[RECORDS SHOWN — start]

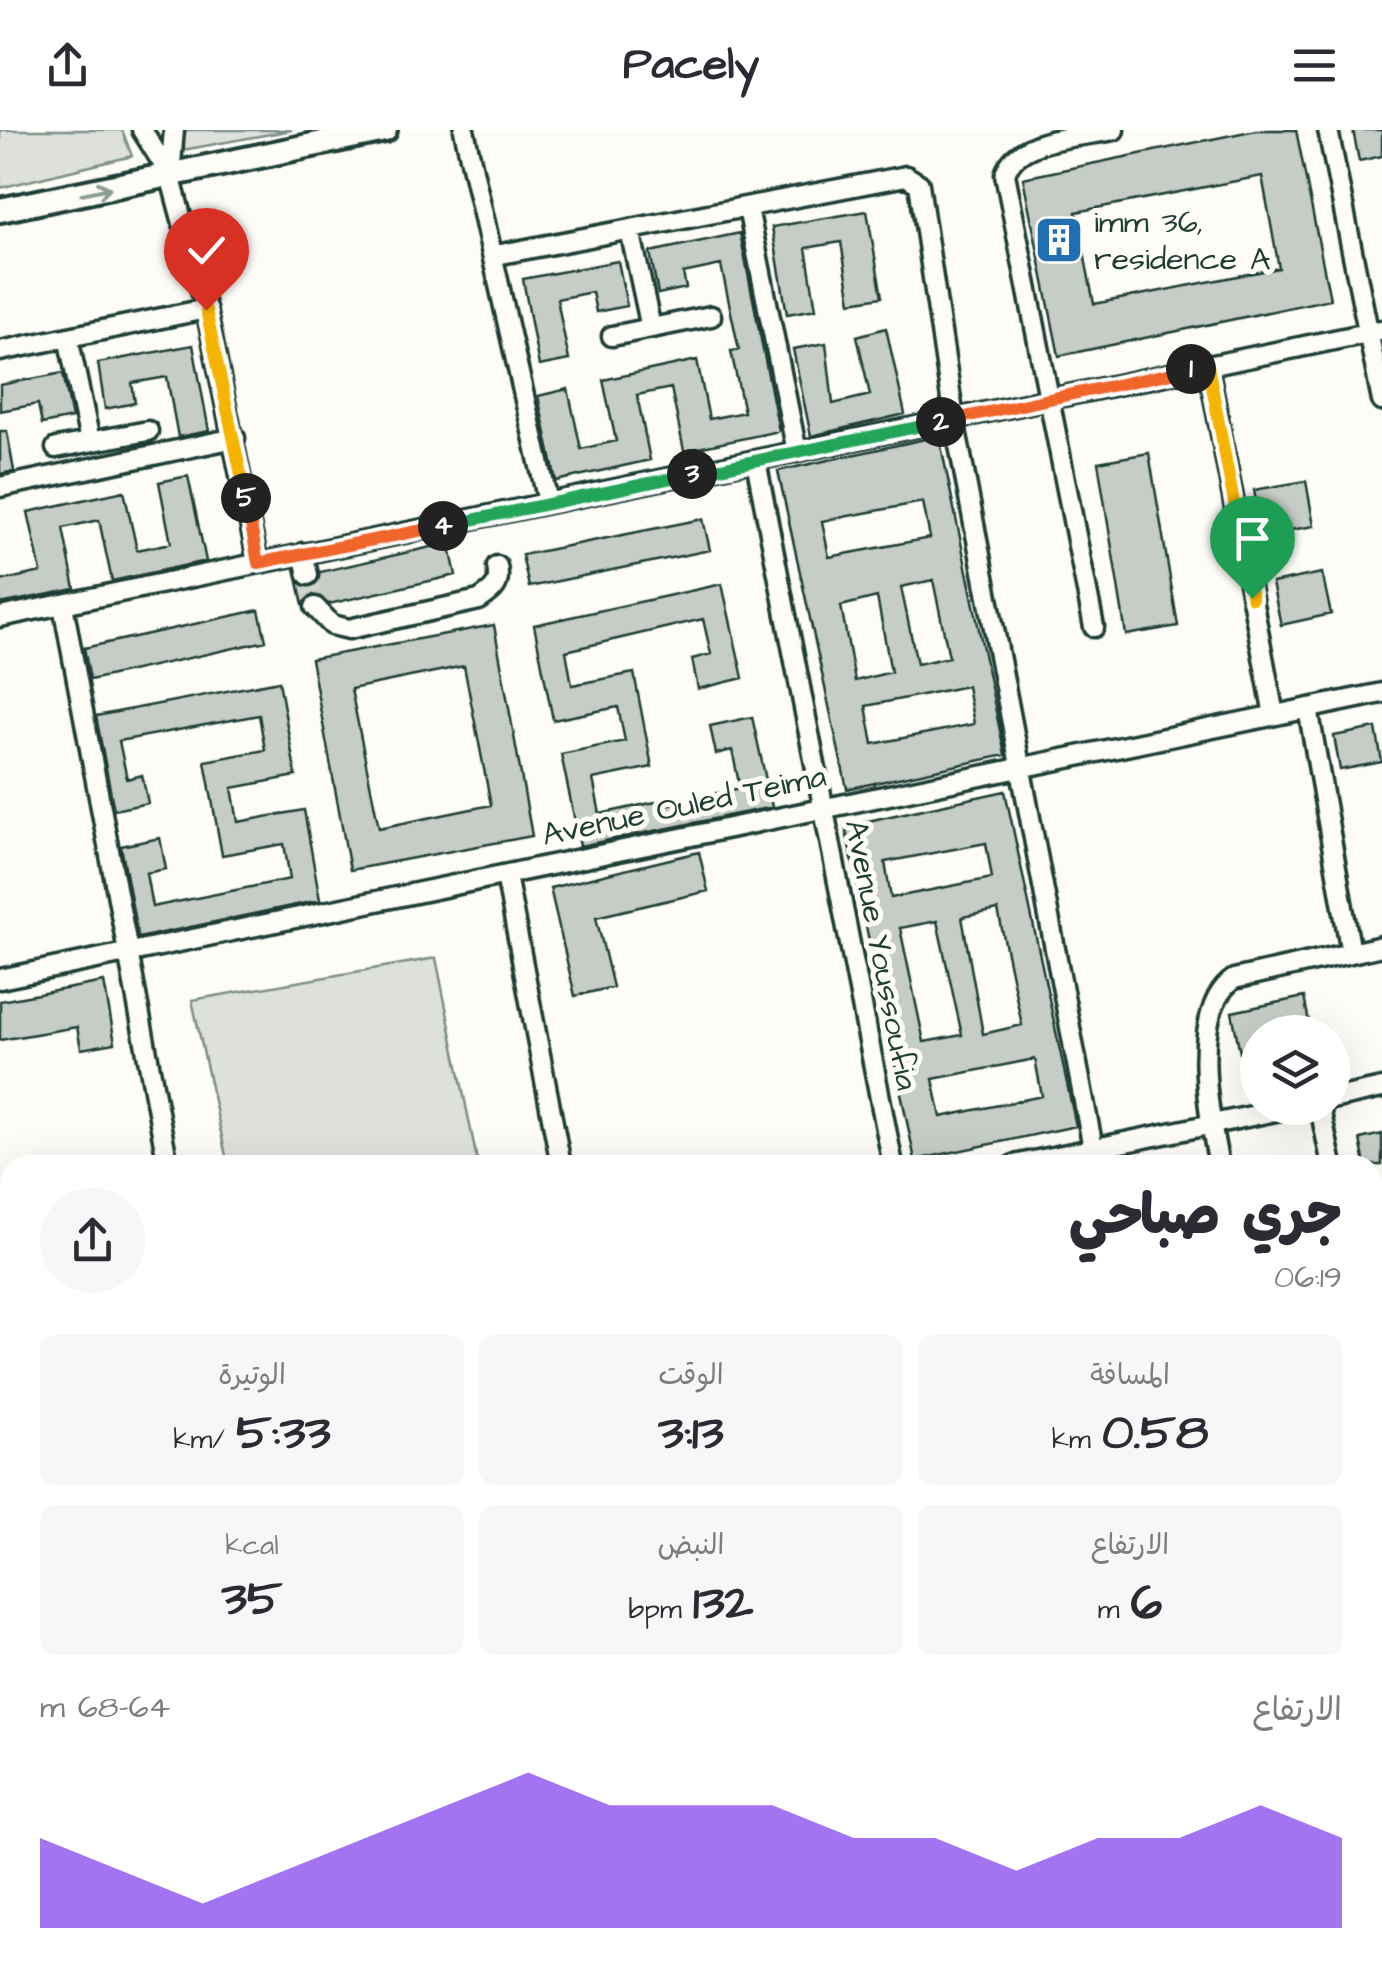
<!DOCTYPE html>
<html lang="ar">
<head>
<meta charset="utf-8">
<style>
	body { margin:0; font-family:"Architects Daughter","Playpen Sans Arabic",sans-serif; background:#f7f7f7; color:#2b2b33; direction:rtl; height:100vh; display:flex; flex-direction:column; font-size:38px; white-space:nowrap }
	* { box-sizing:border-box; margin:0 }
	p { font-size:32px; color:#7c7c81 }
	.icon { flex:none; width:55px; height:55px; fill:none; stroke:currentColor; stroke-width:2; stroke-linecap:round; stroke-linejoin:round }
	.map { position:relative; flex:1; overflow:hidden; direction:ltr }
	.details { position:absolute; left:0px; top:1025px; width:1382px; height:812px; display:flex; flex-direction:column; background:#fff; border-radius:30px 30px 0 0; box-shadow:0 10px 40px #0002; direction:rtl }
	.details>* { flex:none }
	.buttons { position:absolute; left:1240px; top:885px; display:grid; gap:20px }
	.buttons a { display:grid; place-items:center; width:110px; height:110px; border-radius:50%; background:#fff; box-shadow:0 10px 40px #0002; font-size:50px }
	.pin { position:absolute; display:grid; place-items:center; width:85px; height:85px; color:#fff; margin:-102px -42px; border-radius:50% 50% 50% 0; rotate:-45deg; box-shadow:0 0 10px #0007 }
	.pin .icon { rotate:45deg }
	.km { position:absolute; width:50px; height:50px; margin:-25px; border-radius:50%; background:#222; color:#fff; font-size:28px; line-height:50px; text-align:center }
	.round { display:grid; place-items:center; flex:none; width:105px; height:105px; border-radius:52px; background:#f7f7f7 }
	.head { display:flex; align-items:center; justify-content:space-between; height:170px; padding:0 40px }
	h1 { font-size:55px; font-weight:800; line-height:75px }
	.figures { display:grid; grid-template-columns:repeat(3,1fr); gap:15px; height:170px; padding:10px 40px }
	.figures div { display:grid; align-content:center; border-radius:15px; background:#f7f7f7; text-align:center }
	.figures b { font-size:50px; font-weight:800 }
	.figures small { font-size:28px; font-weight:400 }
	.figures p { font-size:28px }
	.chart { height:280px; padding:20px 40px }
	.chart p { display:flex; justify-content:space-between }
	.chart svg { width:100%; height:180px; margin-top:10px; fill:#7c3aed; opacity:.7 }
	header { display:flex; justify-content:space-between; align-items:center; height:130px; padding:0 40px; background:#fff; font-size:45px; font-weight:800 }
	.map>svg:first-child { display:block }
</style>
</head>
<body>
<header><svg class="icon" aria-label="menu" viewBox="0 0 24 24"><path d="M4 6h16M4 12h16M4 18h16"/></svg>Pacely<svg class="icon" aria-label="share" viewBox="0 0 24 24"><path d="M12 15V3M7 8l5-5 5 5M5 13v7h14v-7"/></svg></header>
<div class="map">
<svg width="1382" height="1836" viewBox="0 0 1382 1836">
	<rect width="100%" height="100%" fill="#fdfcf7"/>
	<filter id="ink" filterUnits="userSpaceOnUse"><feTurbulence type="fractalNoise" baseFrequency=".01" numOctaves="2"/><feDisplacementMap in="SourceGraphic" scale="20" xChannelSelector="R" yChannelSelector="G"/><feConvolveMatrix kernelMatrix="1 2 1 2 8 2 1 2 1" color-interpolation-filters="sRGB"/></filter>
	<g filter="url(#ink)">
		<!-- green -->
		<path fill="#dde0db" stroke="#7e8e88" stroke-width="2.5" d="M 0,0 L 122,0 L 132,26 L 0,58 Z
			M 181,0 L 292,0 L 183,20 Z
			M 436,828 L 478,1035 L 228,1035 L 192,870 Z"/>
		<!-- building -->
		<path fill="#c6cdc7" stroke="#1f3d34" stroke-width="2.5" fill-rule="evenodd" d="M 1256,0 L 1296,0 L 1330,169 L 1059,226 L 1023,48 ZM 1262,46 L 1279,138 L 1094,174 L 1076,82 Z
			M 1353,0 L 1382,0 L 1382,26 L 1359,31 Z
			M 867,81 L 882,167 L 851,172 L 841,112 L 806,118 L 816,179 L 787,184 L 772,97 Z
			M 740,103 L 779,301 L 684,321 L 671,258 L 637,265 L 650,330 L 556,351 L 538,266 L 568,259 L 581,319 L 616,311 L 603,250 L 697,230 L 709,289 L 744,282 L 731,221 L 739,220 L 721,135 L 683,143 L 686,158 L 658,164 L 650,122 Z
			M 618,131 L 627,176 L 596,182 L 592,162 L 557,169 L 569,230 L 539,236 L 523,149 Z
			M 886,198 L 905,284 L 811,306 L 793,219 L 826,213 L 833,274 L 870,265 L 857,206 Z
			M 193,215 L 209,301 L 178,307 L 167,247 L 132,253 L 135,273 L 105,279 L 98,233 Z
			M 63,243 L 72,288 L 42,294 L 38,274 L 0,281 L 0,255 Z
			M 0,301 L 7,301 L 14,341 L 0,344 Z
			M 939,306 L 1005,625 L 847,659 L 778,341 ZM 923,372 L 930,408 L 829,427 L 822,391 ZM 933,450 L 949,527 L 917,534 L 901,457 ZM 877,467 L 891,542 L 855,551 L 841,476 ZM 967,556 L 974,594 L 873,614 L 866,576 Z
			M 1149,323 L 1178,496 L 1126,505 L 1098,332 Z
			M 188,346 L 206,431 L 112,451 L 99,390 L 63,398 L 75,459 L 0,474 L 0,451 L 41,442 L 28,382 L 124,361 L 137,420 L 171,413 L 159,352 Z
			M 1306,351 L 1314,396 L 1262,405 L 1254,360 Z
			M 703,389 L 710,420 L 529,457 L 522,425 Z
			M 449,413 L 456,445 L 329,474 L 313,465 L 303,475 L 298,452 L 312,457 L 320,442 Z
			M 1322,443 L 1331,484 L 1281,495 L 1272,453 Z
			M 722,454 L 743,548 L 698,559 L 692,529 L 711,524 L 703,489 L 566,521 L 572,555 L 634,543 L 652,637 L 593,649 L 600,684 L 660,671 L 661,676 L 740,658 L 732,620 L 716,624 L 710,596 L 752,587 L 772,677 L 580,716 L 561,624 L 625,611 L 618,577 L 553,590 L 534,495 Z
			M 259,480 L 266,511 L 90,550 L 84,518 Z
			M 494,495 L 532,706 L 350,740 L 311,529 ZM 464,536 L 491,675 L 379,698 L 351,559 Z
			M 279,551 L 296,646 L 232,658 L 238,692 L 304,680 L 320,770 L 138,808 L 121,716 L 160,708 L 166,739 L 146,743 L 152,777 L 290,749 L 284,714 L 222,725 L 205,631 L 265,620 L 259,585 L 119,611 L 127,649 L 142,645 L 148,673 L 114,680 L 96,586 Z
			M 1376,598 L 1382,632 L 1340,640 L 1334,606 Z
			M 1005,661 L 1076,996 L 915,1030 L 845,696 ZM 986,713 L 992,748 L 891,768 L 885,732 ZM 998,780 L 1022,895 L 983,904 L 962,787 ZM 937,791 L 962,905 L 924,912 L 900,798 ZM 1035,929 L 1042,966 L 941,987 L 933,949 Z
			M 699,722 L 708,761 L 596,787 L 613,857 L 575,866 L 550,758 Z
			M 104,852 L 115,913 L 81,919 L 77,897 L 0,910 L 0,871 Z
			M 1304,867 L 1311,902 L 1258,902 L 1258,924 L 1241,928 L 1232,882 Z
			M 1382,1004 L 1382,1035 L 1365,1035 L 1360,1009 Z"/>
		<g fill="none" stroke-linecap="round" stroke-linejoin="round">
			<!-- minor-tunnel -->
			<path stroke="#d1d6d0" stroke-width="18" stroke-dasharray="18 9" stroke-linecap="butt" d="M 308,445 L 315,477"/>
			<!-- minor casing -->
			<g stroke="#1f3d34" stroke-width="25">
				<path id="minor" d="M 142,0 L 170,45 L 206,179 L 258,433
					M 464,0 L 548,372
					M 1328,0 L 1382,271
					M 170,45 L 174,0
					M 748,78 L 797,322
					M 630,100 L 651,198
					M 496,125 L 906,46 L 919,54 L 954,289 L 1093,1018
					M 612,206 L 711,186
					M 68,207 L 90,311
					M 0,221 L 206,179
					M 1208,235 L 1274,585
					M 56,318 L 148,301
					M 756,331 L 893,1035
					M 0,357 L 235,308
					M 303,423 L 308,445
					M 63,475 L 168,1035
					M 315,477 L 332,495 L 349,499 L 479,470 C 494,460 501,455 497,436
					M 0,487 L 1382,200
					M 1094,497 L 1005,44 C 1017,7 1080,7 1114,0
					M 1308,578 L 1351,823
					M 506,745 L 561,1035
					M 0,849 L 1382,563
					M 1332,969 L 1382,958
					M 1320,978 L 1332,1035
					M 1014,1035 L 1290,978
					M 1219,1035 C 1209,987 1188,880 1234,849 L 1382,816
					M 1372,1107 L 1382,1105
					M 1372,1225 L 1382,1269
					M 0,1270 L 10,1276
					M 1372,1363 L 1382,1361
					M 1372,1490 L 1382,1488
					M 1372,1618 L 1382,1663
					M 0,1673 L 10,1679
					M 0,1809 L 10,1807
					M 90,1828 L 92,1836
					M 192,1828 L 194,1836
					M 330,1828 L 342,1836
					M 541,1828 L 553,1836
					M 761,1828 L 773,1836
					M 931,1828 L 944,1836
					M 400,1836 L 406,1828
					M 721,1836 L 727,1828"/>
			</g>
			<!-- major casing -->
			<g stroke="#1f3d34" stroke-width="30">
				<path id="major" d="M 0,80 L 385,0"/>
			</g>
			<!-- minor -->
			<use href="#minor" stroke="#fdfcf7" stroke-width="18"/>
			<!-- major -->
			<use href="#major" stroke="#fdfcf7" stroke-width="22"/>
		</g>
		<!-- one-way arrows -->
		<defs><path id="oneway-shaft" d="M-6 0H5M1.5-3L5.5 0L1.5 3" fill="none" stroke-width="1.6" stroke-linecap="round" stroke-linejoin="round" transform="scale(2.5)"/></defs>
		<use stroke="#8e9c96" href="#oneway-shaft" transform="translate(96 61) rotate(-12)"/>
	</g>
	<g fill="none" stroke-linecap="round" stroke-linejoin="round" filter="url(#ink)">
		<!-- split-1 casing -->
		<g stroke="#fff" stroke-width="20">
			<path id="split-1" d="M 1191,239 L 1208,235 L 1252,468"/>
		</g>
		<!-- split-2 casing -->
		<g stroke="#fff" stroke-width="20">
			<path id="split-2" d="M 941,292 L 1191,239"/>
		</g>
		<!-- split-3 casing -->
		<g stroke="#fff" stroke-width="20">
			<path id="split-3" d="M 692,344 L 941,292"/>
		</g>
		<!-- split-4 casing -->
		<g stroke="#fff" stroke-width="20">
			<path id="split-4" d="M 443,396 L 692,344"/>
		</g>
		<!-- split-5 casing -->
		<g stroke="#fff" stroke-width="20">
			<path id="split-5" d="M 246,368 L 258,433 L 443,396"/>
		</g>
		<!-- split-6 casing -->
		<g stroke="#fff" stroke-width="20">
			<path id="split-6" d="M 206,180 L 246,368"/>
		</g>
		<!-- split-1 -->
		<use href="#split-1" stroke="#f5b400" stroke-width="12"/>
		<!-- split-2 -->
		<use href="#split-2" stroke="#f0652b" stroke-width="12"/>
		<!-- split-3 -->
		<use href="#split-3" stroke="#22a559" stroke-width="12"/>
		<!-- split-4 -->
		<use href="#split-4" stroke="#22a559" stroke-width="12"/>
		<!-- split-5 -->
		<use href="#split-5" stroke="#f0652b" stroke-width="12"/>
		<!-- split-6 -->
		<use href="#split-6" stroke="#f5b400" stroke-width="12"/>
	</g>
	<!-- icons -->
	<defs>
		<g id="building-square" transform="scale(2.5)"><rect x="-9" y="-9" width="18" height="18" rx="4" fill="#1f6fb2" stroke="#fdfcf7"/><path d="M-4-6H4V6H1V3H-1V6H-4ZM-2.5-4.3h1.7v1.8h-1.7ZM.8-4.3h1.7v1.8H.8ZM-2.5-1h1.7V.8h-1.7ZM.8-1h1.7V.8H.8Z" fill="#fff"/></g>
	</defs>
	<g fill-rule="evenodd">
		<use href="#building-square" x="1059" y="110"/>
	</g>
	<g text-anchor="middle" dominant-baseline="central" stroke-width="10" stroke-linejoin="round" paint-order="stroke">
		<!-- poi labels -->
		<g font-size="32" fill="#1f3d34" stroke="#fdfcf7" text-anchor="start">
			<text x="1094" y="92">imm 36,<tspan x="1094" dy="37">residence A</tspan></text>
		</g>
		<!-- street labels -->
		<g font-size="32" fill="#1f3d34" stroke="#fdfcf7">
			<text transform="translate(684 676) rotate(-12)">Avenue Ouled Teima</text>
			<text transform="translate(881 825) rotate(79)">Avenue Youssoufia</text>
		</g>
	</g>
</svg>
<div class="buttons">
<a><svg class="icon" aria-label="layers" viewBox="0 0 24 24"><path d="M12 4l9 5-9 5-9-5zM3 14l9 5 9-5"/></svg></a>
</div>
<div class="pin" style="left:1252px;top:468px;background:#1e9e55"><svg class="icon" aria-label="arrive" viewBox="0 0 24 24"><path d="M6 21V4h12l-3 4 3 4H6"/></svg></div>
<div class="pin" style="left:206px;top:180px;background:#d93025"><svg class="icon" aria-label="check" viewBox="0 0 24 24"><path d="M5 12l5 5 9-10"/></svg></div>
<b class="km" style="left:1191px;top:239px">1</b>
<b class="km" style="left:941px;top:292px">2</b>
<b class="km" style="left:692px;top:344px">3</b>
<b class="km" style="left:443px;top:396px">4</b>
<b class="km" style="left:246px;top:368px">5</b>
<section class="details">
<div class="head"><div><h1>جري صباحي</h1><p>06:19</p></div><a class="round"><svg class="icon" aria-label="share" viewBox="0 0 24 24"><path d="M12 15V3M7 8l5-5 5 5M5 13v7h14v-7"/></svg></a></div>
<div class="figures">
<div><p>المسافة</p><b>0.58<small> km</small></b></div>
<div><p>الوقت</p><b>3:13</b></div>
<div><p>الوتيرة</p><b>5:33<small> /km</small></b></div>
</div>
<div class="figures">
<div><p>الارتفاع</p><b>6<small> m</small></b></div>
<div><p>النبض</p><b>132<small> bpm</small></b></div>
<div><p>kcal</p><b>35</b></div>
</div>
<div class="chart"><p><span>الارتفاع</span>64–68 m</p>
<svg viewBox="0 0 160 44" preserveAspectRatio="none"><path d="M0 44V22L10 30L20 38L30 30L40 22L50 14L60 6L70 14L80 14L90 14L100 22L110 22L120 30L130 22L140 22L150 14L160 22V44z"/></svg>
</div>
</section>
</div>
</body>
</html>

[RECORDS SHOWN — finish]

WHAT IS EXPECTED> Take the lines above from the one containing "M 1372,1490 L 1382,1488" down to the one containing "M 931,1828 L 944,1836", and transcribe them exactly, both ends included.

EXERCISE SOLUTION>
					M 1372,1490 L 1382,1488
					M 1372,1618 L 1382,1663
					M 0,1673 L 10,1679
					M 0,1809 L 10,1807
					M 90,1828 L 92,1836
					M 192,1828 L 194,1836
					M 330,1828 L 342,1836
					M 541,1828 L 553,1836
					M 761,1828 L 773,1836
					M 931,1828 L 944,1836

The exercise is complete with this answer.